The hound known as Souillard occupies a distinctive position in the literature of French medieval venery. His name is repeatedly associated with the royal hunt under Louis XI and with the emergence of the celebrated white hunting dogs known as chiens greffiers. Within this tradition, Souillard becomes both an exemplary hound and a symbolic ancestor of an idealised breed.

The sources relating to him are diverse and often contradictory, drawn mainly from hunting treatises of the sixteenth and seventeenth centuries which themselves rely on earlier oral or manuscript traditions. When examined critically, they reveal not a coherent biography but a layered process of myth-making in which Souillard functions as a foundational reference point for royal hunting excellence.

Origins and Early Tradition

La chasse au chevreuilt, by Jean-Baptiste Oudry (1725)

The earliest narrative concerning Souillard is preserved in the hunting treatise of Jacques du Fouilloux.
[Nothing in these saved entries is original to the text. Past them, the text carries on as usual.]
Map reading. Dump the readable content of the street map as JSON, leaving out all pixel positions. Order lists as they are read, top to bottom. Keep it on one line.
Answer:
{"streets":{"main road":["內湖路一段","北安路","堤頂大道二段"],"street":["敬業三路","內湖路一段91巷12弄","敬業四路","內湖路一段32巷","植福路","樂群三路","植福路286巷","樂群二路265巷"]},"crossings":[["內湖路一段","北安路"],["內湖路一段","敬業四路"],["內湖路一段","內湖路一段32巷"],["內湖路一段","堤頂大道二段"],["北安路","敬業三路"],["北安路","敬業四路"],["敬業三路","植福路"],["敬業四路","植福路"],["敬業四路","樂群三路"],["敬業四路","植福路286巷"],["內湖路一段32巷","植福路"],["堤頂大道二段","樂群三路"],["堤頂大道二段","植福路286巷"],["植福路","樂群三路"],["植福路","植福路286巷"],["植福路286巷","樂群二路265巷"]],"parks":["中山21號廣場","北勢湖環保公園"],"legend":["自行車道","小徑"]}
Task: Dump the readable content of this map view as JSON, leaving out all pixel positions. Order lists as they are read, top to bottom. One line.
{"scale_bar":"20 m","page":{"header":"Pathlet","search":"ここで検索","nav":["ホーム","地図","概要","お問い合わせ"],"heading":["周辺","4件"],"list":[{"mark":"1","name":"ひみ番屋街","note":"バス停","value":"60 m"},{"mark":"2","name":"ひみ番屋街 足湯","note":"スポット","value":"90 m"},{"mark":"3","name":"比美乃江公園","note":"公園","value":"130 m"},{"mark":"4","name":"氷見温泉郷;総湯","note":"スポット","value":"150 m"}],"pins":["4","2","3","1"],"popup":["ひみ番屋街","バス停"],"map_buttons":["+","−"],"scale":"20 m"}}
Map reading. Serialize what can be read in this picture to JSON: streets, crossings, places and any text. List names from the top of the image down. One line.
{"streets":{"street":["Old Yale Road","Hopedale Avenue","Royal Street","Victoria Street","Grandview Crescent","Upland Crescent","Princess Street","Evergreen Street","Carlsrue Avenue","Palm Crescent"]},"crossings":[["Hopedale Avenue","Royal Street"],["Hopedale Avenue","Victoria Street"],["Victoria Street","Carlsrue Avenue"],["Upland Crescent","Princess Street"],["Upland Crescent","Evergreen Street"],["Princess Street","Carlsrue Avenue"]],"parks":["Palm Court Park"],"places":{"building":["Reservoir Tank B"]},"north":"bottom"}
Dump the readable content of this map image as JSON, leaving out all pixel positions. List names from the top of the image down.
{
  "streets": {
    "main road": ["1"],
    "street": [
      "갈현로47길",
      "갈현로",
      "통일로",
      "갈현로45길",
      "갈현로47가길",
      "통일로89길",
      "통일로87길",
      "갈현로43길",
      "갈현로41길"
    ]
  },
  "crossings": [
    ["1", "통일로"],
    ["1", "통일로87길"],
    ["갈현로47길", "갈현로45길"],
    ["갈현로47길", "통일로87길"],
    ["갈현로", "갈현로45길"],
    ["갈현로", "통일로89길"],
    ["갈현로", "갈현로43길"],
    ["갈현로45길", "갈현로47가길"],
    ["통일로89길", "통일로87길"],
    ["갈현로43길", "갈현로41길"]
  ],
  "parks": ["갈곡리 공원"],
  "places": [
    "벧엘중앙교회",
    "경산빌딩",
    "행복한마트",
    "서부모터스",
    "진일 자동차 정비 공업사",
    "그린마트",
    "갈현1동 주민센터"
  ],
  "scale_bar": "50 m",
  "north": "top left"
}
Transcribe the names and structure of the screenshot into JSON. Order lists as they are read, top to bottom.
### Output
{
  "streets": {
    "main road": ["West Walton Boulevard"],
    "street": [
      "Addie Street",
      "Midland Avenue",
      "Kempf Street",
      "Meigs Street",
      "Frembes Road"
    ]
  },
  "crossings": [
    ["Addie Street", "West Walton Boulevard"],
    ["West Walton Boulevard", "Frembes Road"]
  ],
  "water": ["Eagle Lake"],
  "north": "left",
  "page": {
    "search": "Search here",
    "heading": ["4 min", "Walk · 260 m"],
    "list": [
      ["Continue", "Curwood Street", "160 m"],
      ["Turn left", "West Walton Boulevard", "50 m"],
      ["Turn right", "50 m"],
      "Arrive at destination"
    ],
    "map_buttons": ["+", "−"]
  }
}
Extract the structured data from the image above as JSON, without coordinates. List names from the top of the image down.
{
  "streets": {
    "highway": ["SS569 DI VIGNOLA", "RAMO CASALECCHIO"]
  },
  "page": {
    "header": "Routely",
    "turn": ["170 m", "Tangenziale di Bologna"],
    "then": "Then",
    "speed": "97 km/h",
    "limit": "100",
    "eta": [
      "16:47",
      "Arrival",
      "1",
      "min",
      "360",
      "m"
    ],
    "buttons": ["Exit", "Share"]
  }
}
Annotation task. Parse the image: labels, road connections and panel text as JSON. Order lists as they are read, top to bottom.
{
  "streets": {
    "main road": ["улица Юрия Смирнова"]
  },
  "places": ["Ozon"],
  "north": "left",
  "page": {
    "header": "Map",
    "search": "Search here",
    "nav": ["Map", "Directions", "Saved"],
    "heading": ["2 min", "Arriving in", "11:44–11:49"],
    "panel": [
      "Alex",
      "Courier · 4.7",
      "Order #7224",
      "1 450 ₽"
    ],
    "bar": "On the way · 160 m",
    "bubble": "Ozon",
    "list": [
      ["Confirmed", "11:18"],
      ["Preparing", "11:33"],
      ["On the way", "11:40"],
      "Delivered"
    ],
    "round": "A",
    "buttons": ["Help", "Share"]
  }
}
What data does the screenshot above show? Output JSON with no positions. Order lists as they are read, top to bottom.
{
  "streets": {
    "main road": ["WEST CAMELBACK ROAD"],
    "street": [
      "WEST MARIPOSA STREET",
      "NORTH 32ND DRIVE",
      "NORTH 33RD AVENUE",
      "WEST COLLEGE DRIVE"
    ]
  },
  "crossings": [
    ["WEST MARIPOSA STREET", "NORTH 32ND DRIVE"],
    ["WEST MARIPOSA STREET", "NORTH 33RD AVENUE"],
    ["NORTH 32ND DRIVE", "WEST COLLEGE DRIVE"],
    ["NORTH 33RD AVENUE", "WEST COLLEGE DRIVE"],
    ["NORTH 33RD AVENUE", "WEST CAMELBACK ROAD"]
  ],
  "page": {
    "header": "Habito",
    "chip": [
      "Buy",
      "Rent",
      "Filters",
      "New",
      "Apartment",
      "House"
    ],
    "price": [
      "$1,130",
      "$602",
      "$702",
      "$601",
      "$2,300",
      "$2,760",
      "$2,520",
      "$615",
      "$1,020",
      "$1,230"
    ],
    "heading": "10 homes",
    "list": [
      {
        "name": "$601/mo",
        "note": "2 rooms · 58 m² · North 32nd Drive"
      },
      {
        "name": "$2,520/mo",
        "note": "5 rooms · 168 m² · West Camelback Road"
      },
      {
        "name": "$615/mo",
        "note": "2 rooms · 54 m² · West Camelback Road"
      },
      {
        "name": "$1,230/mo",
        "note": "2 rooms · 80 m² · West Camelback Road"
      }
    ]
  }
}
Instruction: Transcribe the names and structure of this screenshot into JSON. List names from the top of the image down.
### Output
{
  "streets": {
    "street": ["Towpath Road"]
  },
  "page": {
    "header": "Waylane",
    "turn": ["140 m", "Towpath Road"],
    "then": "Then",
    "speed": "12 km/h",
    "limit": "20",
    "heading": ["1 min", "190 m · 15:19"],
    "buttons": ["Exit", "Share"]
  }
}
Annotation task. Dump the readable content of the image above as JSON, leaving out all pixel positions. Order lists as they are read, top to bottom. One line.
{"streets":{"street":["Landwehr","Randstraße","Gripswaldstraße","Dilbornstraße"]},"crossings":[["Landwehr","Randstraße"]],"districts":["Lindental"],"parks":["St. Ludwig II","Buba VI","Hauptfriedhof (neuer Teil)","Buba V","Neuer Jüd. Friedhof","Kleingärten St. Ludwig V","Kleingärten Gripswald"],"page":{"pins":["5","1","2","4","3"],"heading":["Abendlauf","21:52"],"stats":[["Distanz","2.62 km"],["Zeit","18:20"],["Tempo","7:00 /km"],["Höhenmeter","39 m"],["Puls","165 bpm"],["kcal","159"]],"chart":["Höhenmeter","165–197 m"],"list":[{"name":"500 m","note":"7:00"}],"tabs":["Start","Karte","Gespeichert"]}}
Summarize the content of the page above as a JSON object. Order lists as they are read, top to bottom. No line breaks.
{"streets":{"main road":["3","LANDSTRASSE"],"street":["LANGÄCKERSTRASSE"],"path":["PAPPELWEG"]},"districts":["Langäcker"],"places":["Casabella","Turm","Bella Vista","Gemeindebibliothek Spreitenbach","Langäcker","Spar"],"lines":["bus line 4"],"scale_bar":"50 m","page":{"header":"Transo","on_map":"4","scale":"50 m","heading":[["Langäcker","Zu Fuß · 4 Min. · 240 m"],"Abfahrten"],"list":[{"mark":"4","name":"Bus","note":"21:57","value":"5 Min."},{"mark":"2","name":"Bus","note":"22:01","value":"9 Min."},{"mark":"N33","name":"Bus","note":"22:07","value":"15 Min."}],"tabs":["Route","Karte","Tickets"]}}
In this account, a white hound is presented to Louis XI by a poor gentleman. The king, who favoured grey hunting dogs, does not appreciate the animal. The Sénéchal Gaston, recognising its value, requests the dog from the king with the intention of offering it to a noble lady identified as Anne de Bourbon.

A particularly significant aspect of Souillard’s literary afterlife is the fact that Jacques de Brézé dedicated an entire poem to him, the only known case in medieval French literature of a full poetic composition devoted exclusively to a dog. This text, part of Les Ditz du bon chien Souillard, presents the animal not as a marginal element of the hunt but as a fully articulated narrative voice, allowing Souillard himself to speak in the first person and recount his lineage, exploits, and relationship to his masters. The poem elevates the hound to an exceptional symbolic status, placing him within the moral and social order of the aristocratic world of venery.

Les Ditz du Bon Chien Souillard  (The Sayings of the Good Dog Souillard)

I am Souillard, the white and noble hunting hound,
In my time the finest and most skilful at pursuit;
Descended from the good St Hubert hound, who bore the name Souillard,
I am his son and heir, he who gained such great renown,
For after his passing he left me his goodness;
And in the year before his death he had already entrusted me.

I maintain well, above all well-trained hounds,
That I have been among those with the finest scent,
With feet and mouth, long persisting in the chase,
Keeping to my rightful course, crying out all day;
I have feared, believed in, and loved my master above all others,
As much as any dog ever possibly could be;
Many pleasures have I given him in great hardship,
Wherever he found himself in rain or in great heat.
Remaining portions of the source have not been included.